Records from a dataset
******
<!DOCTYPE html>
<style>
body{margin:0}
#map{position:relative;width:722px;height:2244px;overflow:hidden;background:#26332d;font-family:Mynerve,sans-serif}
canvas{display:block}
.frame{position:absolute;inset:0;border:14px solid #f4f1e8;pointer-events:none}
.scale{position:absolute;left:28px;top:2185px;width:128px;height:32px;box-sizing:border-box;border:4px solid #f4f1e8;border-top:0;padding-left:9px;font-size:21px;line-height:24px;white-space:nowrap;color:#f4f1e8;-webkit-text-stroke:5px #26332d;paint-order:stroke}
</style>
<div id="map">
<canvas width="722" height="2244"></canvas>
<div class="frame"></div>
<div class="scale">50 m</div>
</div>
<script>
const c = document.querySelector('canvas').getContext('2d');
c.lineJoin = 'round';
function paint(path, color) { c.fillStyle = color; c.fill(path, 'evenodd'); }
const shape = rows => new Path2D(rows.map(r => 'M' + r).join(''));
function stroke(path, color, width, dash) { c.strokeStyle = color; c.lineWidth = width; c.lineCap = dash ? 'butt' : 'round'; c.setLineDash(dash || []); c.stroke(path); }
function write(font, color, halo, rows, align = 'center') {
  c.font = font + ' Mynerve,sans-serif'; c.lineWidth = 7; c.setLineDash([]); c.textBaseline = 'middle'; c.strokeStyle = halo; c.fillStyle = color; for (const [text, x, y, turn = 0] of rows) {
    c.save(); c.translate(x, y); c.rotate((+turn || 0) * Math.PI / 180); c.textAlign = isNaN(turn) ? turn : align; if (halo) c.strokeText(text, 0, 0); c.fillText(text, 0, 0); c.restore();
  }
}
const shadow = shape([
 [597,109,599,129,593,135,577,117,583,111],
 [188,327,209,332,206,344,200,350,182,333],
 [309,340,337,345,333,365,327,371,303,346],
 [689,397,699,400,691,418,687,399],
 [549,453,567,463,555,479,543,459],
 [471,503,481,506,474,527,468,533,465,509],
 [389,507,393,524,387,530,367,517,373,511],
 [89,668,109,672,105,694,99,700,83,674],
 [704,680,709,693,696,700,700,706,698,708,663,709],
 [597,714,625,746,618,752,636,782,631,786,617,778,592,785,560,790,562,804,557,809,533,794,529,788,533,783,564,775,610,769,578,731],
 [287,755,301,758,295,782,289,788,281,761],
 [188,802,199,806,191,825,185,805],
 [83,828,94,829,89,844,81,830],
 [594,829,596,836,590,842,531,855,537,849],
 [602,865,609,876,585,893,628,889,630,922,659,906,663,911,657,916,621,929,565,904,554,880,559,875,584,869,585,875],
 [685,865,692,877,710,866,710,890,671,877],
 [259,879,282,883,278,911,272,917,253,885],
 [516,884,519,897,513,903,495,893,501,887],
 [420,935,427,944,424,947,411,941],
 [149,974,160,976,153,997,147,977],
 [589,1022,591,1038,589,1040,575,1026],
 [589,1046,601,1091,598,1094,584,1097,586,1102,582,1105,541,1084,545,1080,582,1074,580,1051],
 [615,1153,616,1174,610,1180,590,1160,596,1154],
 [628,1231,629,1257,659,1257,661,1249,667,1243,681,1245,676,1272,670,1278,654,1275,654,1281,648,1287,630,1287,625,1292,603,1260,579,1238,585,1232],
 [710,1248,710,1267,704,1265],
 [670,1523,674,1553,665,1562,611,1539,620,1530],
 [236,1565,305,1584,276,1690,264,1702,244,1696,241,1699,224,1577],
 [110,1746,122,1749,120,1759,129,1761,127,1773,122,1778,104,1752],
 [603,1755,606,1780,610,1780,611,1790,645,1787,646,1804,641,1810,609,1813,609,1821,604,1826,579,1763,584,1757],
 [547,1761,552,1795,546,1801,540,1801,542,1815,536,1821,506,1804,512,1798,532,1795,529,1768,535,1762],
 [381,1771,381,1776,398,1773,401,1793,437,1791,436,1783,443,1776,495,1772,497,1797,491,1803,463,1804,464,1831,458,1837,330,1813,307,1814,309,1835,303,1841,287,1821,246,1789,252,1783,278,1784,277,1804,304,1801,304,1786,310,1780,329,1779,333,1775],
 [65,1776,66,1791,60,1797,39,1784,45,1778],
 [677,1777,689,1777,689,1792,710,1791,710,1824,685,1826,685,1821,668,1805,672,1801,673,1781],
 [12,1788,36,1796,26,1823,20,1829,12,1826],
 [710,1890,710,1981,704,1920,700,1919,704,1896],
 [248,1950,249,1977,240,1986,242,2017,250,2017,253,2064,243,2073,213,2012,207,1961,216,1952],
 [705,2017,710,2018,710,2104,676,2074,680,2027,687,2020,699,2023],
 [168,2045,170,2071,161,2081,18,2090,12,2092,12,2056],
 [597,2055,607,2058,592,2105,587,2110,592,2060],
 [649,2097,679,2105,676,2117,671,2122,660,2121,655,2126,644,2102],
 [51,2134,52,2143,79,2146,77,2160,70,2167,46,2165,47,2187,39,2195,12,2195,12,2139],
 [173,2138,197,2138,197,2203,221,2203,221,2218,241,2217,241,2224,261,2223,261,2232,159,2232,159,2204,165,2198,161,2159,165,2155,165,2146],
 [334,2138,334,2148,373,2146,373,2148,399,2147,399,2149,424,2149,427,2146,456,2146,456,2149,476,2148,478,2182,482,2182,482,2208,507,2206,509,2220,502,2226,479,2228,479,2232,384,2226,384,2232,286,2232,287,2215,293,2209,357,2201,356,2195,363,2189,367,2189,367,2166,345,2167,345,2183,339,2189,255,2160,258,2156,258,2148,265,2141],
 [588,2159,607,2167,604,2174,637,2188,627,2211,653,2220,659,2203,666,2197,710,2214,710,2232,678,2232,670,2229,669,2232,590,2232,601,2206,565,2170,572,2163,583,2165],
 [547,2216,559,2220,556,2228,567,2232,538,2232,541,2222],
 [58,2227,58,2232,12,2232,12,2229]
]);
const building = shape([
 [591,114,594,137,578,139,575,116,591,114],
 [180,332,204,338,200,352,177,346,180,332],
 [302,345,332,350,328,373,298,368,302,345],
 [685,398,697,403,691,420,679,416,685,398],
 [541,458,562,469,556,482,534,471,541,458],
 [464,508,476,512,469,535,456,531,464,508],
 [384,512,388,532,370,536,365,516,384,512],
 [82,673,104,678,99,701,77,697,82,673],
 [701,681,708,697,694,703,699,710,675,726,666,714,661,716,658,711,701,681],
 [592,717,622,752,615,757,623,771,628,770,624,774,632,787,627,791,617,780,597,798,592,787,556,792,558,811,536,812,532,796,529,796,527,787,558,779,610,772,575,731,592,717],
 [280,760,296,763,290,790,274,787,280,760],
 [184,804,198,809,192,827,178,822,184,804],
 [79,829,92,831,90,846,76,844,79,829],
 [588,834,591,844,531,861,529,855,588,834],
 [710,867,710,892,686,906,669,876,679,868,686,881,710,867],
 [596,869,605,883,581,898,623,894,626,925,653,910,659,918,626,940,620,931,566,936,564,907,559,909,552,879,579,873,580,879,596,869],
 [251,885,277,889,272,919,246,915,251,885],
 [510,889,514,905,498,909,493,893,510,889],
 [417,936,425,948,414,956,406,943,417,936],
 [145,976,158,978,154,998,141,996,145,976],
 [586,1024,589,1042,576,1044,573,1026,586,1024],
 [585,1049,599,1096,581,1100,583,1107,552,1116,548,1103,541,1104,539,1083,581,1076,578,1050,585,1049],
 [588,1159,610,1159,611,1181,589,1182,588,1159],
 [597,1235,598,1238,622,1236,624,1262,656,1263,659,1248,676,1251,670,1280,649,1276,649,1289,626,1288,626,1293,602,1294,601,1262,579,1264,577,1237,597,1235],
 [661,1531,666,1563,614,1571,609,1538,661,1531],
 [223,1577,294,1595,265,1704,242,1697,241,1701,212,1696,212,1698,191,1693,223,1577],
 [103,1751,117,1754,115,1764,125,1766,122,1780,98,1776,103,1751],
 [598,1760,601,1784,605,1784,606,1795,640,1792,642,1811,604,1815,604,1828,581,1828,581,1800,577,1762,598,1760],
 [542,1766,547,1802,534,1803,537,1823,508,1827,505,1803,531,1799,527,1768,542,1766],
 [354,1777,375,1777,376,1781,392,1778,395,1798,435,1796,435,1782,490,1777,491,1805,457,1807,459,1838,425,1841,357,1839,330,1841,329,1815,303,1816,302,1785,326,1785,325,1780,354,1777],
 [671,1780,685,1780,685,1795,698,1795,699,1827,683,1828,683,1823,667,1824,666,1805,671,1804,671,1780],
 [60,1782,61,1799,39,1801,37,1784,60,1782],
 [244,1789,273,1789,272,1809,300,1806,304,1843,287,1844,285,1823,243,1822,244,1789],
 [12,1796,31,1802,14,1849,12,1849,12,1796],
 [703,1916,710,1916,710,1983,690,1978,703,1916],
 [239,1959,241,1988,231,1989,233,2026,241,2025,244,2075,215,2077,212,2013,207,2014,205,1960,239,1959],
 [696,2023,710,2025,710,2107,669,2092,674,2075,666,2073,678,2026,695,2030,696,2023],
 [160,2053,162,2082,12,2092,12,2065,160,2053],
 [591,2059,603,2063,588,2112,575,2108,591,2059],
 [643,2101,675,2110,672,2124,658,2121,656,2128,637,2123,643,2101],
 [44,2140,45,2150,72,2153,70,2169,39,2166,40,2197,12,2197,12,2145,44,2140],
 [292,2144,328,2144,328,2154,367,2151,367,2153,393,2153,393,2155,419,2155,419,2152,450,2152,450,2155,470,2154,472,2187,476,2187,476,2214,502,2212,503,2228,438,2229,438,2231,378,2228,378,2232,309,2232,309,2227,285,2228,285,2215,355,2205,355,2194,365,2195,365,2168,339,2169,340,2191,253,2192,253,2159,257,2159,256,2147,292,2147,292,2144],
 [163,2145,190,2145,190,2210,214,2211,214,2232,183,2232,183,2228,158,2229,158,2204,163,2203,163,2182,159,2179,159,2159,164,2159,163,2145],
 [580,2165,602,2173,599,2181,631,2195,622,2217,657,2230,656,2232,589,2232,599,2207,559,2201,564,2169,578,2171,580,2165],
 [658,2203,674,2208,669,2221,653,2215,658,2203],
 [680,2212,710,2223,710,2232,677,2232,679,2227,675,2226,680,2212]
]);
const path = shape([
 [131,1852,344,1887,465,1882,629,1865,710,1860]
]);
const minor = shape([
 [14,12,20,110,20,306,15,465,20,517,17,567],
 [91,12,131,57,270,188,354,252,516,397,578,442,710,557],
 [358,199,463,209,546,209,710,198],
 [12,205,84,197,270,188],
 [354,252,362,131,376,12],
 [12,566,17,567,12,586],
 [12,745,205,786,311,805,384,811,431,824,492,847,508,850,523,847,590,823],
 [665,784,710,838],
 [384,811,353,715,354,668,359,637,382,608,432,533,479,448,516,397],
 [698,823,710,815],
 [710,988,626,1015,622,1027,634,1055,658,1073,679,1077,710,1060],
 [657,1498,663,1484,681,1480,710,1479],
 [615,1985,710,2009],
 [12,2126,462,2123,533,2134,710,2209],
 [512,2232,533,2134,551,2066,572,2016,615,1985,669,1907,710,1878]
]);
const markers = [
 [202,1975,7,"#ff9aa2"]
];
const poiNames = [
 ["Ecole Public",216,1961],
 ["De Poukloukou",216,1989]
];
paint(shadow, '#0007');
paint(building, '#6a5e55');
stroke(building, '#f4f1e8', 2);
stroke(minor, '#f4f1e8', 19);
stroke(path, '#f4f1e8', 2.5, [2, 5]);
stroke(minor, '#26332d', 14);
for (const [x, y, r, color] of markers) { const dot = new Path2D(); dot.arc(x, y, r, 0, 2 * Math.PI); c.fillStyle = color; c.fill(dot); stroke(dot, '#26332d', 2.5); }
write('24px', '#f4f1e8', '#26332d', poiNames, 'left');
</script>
******
» **WHAT YOU WILL DO**
Once every line above has been checked for the string "canvas", give the number of matching lines and nothing more.

» **SOLUTION TO THIS EXERCISE**
3